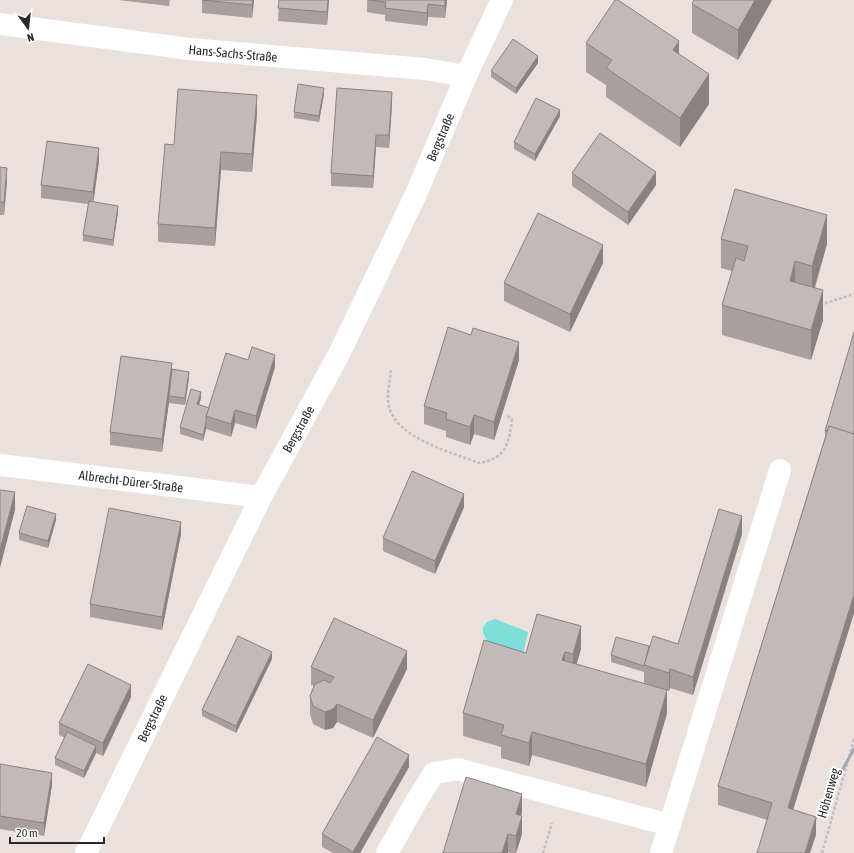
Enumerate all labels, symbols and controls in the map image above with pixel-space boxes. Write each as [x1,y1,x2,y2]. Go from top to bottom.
north arrow [8,8,48,48]
text: N [26,31,35,44]
street label: Hans-Sachs-Straße [188,42,278,65]
street label: Bergstraße [424,111,457,164]
street label: Bergstraße [279,403,317,455]
street label: Albrecht-Dürer-Straße [78,468,184,495]
street label: Bergstraße [135,692,170,744]
street label: Höhenweg [814,766,843,820]
scale bar [10,819,104,845]
text: 20 m [16,826,38,840]

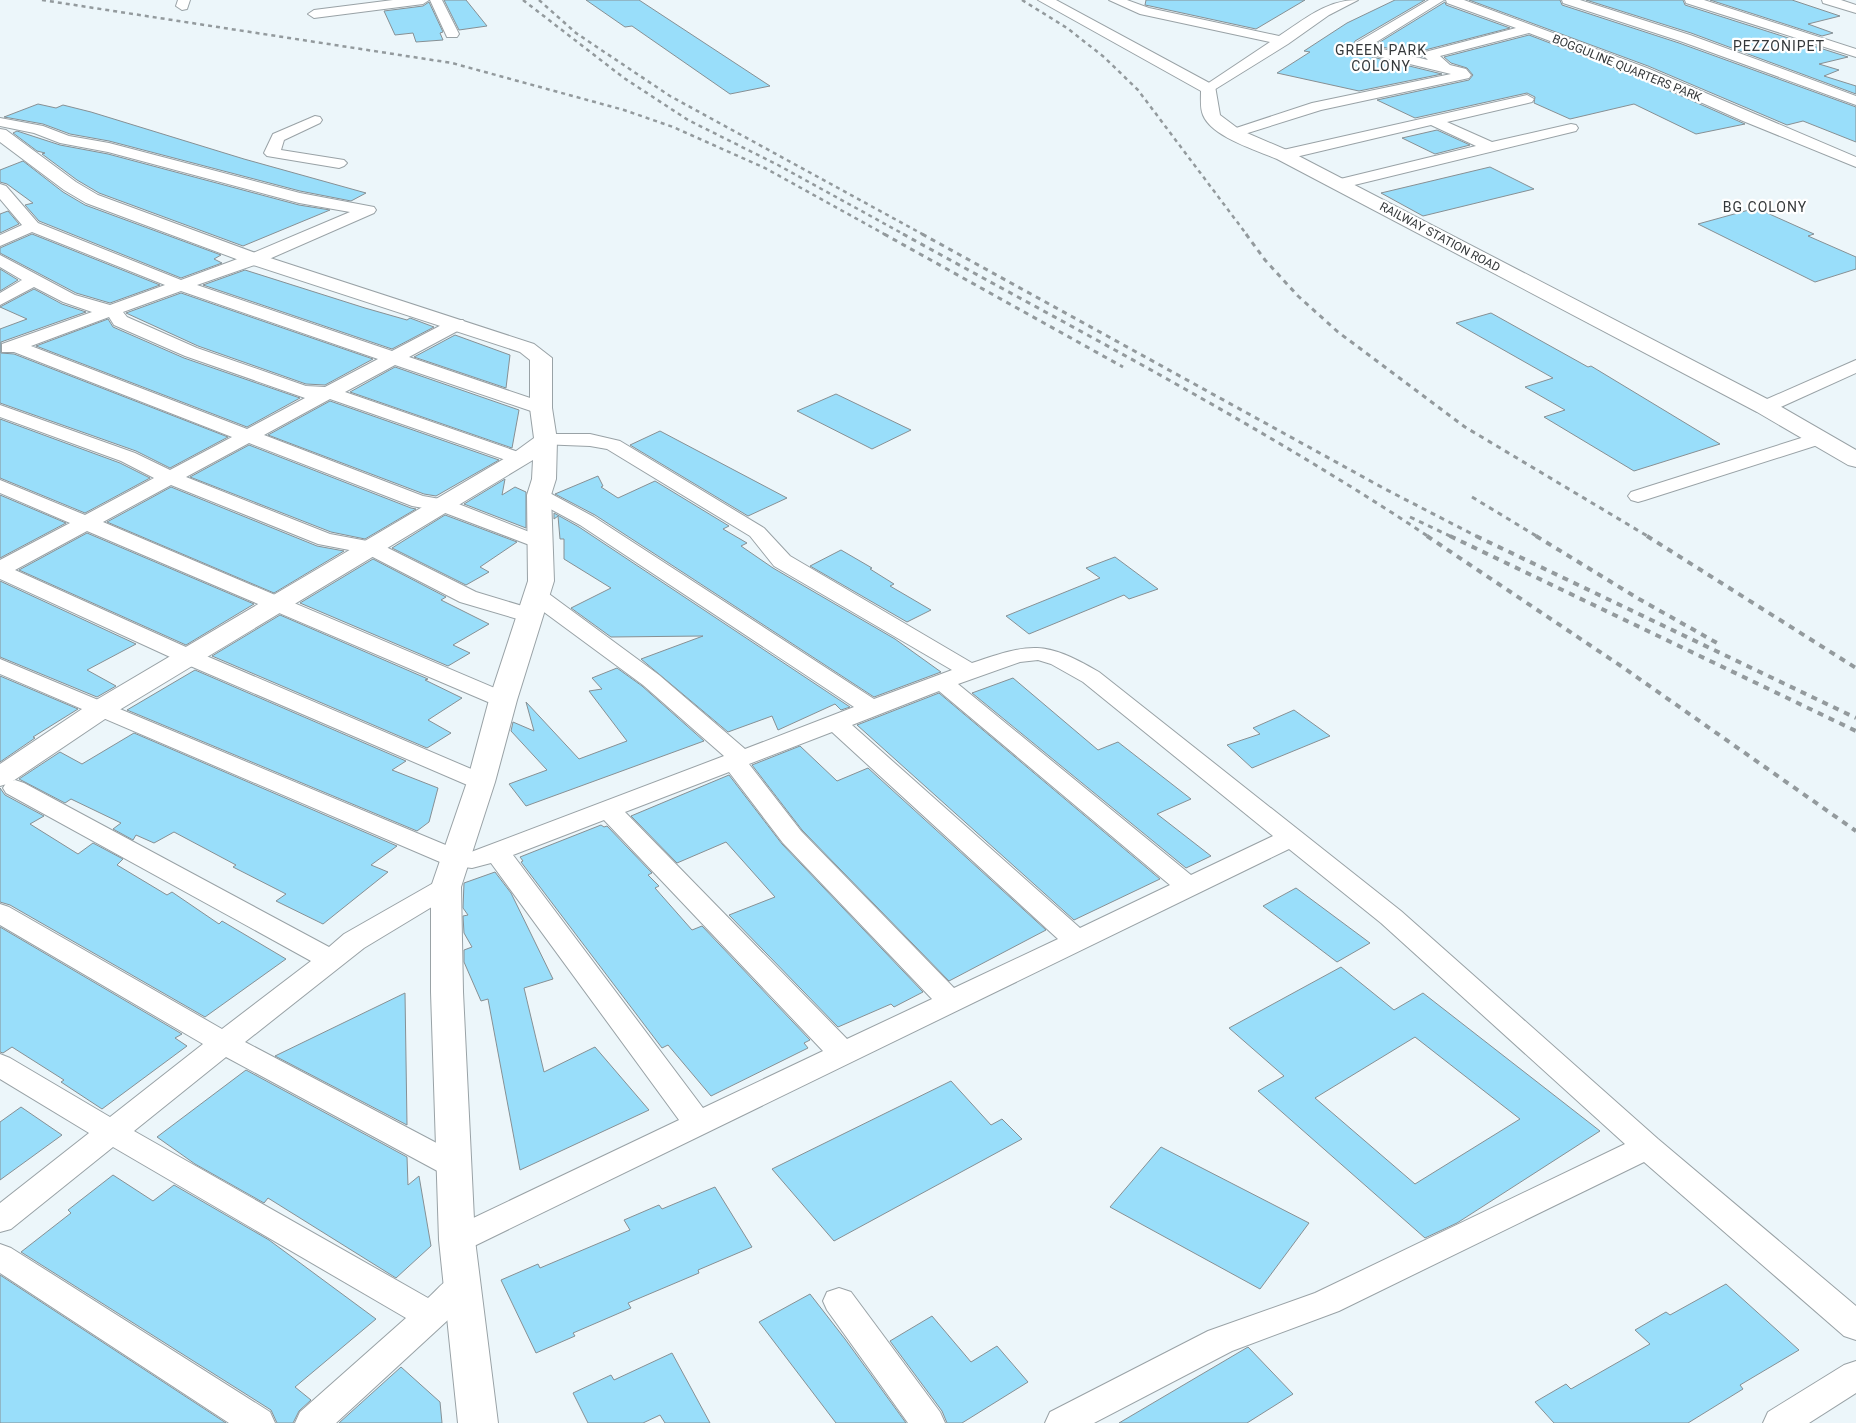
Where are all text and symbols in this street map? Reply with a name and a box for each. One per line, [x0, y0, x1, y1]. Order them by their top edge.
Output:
street label: BOGGULINE QUARTERS PARK [1550, 32, 1704, 105]
district label: PEZZONIPET [1733, 38, 1825, 54]
district label: GREEN PARK COLONY [1335, 42, 1427, 74]
street label: RAILWAY STATION ROAD [1377, 199, 1503, 275]
district label: BG COLONY [1723, 199, 1807, 215]

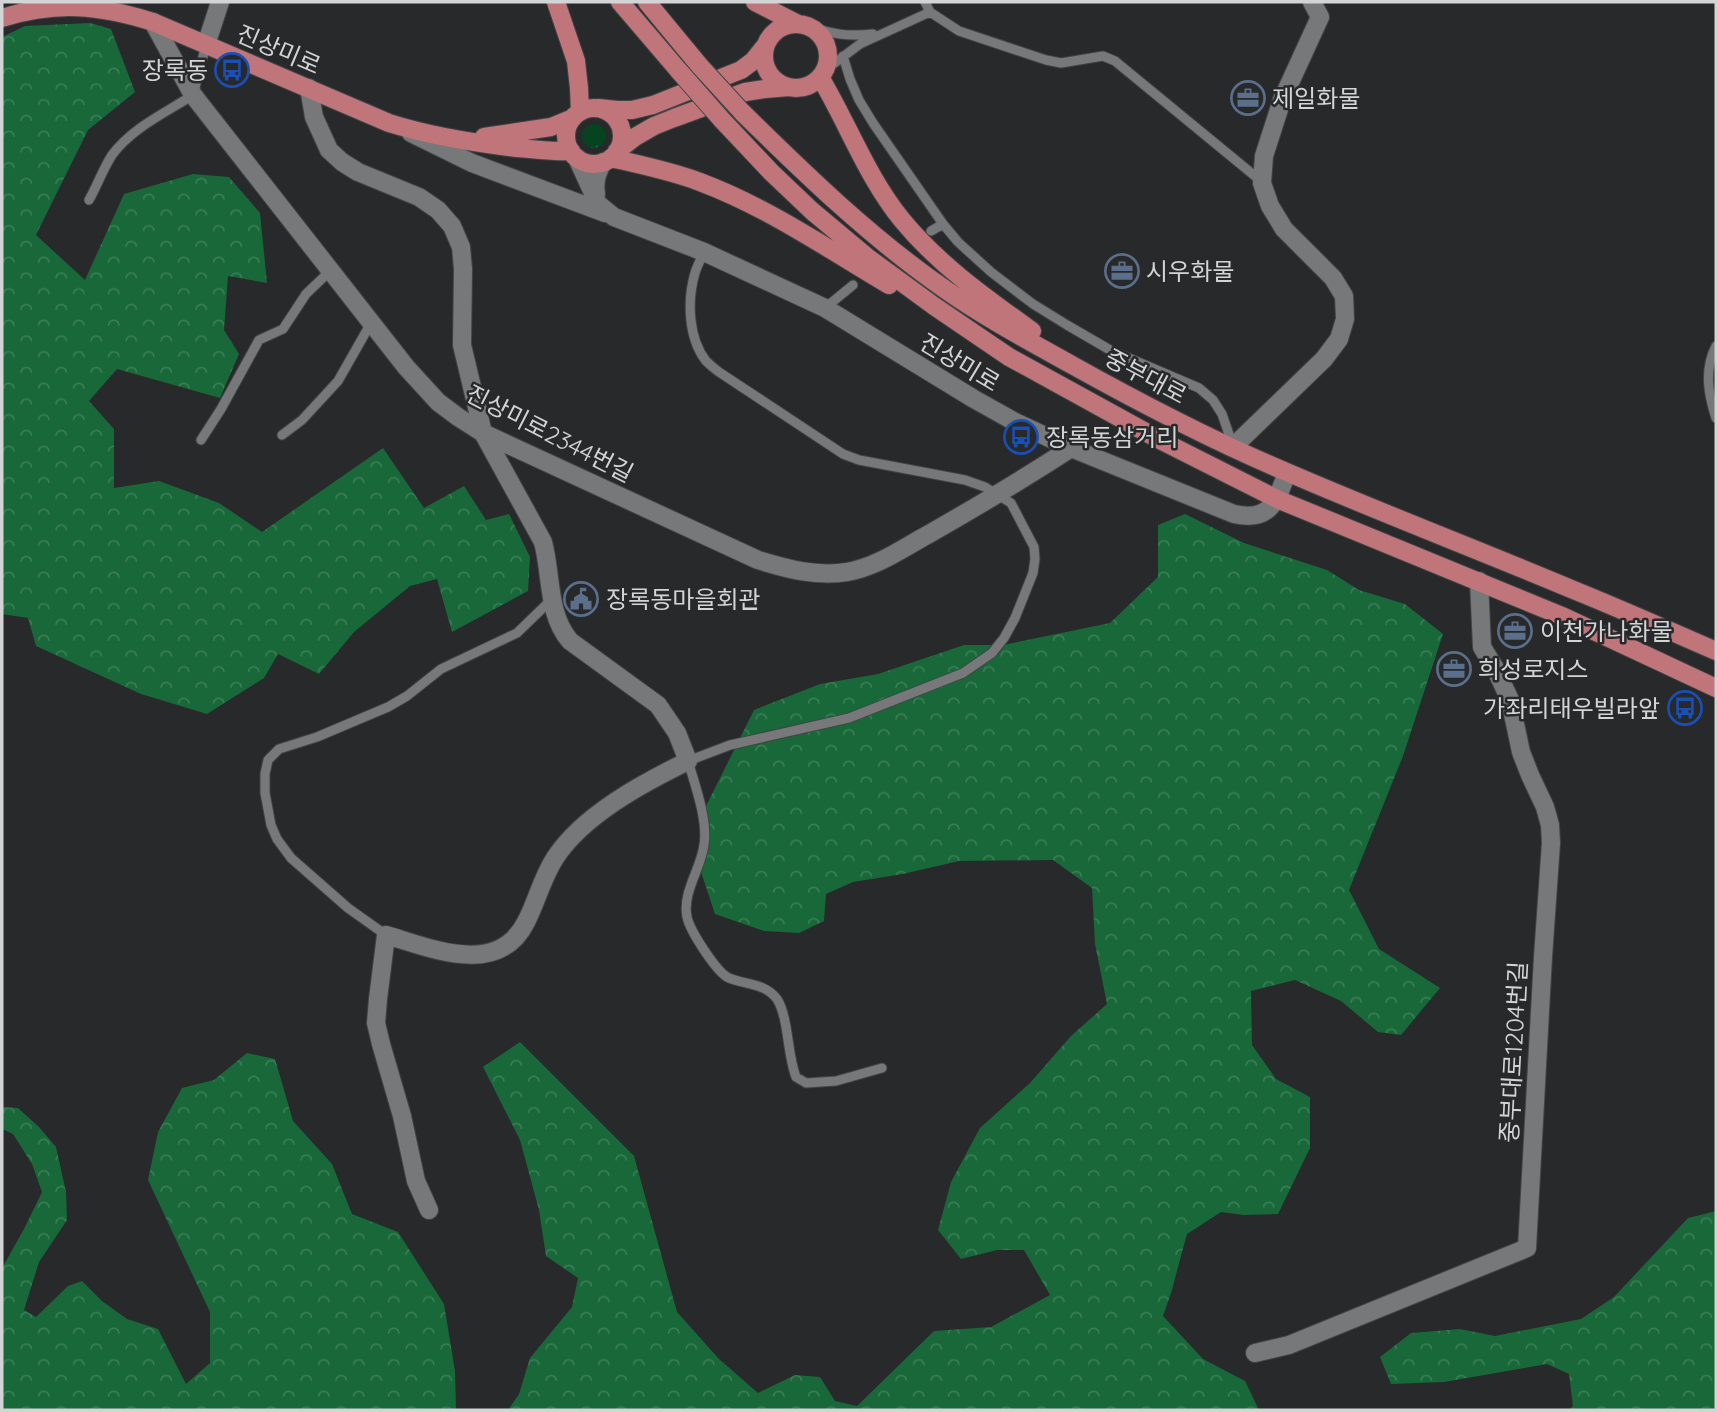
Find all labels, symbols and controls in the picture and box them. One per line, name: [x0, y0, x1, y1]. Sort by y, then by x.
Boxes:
street label: 진상미로: [232, 18, 326, 80]
bus stop icon: 장록동: [213, 51, 251, 89]
place label: 장록동: [142, 55, 208, 85]
office icon: 제일화물: [1229, 79, 1267, 117]
place label: 제일화물: [1272, 83, 1360, 113]
office icon: 시우화물: [1103, 252, 1141, 290]
place label: 시우화물: [1146, 256, 1234, 286]
street label: 진상미로: [914, 326, 1006, 398]
street label: 중부대로: [1100, 342, 1192, 410]
street label: 진상미로2344번길: [461, 378, 639, 488]
bus stop icon: 장록동삼거리: [1002, 418, 1040, 456]
place label: 장록동삼거리: [1046, 422, 1178, 452]
public building icon: 장록동마을회관: [562, 580, 600, 618]
place label: 장록동마을회관: [606, 584, 761, 614]
office icon: 이천가나화물: [1496, 612, 1534, 650]
place label: 이천가나화물: [1540, 616, 1672, 646]
office icon: 희성로지스: [1435, 650, 1473, 688]
place label: 희성로지스: [1478, 654, 1588, 684]
bus stop icon: 가좌리태우빌라앞: [1666, 689, 1704, 727]
place label: 가좌리태우빌라앞: [1483, 693, 1660, 723]
street label: 중부대로1204번길: [1493, 961, 1533, 1143]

**EXERCISE GOAL**
Exact copies of the lines from the one with "Find all labels, symbols" through the final line of the listing should be returned, and no other lines.

**SOLUTION TO THE PROBLEM**
Find all labels, symbols and controls in the picture and box them. One per line, name: [x0, y0, x1, y1]. Sort by y, then by x.
Boxes:
street label: 진상미로: [232, 18, 326, 80]
bus stop icon: 장록동: [213, 51, 251, 89]
place label: 장록동: [142, 55, 208, 85]
office icon: 제일화물: [1229, 79, 1267, 117]
place label: 제일화물: [1272, 83, 1360, 113]
office icon: 시우화물: [1103, 252, 1141, 290]
place label: 시우화물: [1146, 256, 1234, 286]
street label: 진상미로: [914, 326, 1006, 398]
street label: 중부대로: [1100, 342, 1192, 410]
street label: 진상미로2344번길: [461, 378, 639, 488]
bus stop icon: 장록동삼거리: [1002, 418, 1040, 456]
place label: 장록동삼거리: [1046, 422, 1178, 452]
public building icon: 장록동마을회관: [562, 580, 600, 618]
place label: 장록동마을회관: [606, 584, 761, 614]
office icon: 이천가나화물: [1496, 612, 1534, 650]
place label: 이천가나화물: [1540, 616, 1672, 646]
office icon: 희성로지스: [1435, 650, 1473, 688]
place label: 희성로지스: [1478, 654, 1588, 684]
bus stop icon: 가좌리태우빌라앞: [1666, 689, 1704, 727]
place label: 가좌리태우빌라앞: [1483, 693, 1660, 723]
street label: 중부대로1204번길: [1493, 961, 1533, 1143]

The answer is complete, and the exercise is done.